# 6. Softmax Regression as a Neural Network

In [1]:
import time
import math
import random

import numpy as np
import pandas as pd
from IPython import display
import matplotlib.pyplot as plt

import torch
import torchvision
from torch import nn
from torch.utils import data
from torchvision import transforms

## Helper Functions

In [29]:
class Accumulator: 

    def __init__(self, n):
        self.data = [0.0] * n

    def add(self, *args):
        self.data = [a + float(b) for a, b in zip(self.data, args)]

    def reset(self):
        self.data = [0.0] * len(self.data)
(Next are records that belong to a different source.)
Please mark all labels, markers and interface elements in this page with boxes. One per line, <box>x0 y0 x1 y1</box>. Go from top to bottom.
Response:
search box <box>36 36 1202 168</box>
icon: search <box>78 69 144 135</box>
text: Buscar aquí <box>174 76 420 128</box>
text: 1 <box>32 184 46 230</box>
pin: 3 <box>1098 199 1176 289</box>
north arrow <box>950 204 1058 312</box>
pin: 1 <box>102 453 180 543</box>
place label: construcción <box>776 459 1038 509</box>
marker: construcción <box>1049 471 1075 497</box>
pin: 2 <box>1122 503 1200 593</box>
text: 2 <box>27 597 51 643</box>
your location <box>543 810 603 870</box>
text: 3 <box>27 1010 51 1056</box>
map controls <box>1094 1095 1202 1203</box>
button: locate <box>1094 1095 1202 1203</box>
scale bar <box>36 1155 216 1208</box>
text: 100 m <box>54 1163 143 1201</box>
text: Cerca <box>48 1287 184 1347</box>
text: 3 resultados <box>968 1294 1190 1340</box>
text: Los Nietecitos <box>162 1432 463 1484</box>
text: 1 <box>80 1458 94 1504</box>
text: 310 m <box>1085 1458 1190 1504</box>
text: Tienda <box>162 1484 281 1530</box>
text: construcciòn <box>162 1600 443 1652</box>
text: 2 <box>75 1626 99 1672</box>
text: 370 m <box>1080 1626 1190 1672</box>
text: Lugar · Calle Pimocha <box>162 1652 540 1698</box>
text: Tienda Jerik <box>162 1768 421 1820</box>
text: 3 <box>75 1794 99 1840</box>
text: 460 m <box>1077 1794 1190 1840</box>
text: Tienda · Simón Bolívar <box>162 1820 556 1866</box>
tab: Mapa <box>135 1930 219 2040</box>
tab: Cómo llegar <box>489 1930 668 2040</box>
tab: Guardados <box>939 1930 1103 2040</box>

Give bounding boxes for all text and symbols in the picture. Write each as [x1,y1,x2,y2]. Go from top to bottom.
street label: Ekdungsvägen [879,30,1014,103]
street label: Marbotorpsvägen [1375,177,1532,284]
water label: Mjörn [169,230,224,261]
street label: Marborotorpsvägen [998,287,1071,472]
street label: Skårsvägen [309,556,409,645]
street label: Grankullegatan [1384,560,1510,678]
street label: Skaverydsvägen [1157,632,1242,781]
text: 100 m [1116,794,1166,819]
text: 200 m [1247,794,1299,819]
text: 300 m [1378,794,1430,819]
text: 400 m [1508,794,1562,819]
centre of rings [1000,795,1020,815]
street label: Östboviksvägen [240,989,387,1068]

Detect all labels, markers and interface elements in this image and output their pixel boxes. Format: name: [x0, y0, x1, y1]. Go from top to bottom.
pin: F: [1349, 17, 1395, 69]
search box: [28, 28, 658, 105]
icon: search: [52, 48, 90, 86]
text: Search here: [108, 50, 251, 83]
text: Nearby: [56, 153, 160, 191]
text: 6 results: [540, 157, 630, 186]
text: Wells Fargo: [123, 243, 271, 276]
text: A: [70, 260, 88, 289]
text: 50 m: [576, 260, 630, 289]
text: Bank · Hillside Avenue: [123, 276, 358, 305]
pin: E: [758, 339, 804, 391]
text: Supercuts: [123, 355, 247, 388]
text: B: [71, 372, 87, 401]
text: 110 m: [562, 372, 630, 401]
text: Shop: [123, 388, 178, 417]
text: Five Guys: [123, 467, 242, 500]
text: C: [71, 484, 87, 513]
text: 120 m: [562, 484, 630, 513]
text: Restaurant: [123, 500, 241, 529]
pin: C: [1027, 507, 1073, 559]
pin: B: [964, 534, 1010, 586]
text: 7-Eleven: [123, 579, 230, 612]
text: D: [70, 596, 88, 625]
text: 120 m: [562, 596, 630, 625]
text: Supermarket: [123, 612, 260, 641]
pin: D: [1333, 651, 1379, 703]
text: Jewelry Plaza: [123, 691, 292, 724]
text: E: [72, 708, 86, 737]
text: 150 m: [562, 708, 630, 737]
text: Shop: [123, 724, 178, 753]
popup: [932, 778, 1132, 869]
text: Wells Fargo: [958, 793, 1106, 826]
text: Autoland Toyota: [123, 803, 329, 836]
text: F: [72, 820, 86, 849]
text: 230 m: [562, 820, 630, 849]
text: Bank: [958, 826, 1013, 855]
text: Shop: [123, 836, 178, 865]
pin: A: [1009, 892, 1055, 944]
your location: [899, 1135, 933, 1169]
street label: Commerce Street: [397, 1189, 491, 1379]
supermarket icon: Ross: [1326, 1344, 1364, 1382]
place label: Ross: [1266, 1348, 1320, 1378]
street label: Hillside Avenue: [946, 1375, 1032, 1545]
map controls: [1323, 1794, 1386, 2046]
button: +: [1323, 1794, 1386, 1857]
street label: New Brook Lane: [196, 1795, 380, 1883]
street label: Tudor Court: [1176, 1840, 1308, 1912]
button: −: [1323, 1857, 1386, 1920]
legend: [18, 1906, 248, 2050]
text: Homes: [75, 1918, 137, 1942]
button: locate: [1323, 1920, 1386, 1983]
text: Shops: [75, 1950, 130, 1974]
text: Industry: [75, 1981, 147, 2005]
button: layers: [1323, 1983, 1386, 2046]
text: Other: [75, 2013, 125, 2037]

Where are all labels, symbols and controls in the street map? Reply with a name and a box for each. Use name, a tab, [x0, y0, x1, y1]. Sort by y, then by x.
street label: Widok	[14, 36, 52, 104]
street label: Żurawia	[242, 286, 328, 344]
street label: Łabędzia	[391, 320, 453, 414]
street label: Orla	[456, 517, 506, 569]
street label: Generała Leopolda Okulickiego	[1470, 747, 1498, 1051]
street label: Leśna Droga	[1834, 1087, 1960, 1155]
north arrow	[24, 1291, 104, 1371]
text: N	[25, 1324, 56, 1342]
    def __getitem__(self, idx):
        return self.data[idx]

## Import Data

In [30]:
def get_fashion_mnist_labels(labels):
    '''
    Function to obtain the text label for each data point.
    '''
    text_labels = ['t-shirt', 'trouser', 'pullover', 'dress', 'coat',
                   'sandal', 'shirt', 'sneaker', 'bag', 'ankle boot']
    return [text_labels[int(i)] for i in labels]

In [31]:
def load_data(batch_size, resize=None):
    '''
    Function to create a data iterator.
    '''
    trans = [transforms.ToTensor()]
    if resize:
        trans.insert(0, transforms.Resize(resize))
    trans = transforms.Compose(trans)
    mnist_train = torchvision.datasets.FashionMNIST(root='../data', train=True, transform=trans, download=True)
    mnist_test = torchvision.datasets.FashionMNIST(root='../data', train=False, transform=trans, download=True)
    return (data.DataLoader(mnist_train, batch_size, shuffle=True, num_workers=4),
            data.DataLoader(mnist_test, batch_size, shuffle=False, num_workers=4))

In [32]:
batch_size = 256
train_iter, test_iter = load_data(batch_size)

## Model

In [33]:
net = nn.Sequential(nn.Flatten(),             #flatten the image matrices
                    nn.Linear(28*28, 10)      #fully connected layer
                   )

## Initialize Parameters

In [34]:
def init_weights(net):
    if type(net) == nn.Linear:
        nn.init.normal_(net.weight, std=0.01)

In [35]:
net.apply(init_weights)

Sequential(
  (0): Flatten(start_dim=1, end_dim=-1)
  (1): Linear(in_features=784, out_features=10, bias=True)
)

## Loss Function

The **softmax function** is given as:

$$\hat y_j = \frac{\exp(o_j)}{\sum_k \exp(o_k)}$$

To prevent potential **overflow** caused by the exponential term, we can **subtract $\max(o_k)$ from $o_k$** before computing softmax:

$$
\begin{aligned}
\hat y_j & =  \frac{\exp(o_j - \max(o_k))\exp(\max(o_k))}{\sum_k \exp(o_k - \max(o_k))\exp(\max(o_k))} \\
& = \frac{\exp(o_j - \max(o_k))}{\sum_k \exp(o_k - \max(o_k))}.
\end{aligned}
$$

which is equivalent to the original softmax function.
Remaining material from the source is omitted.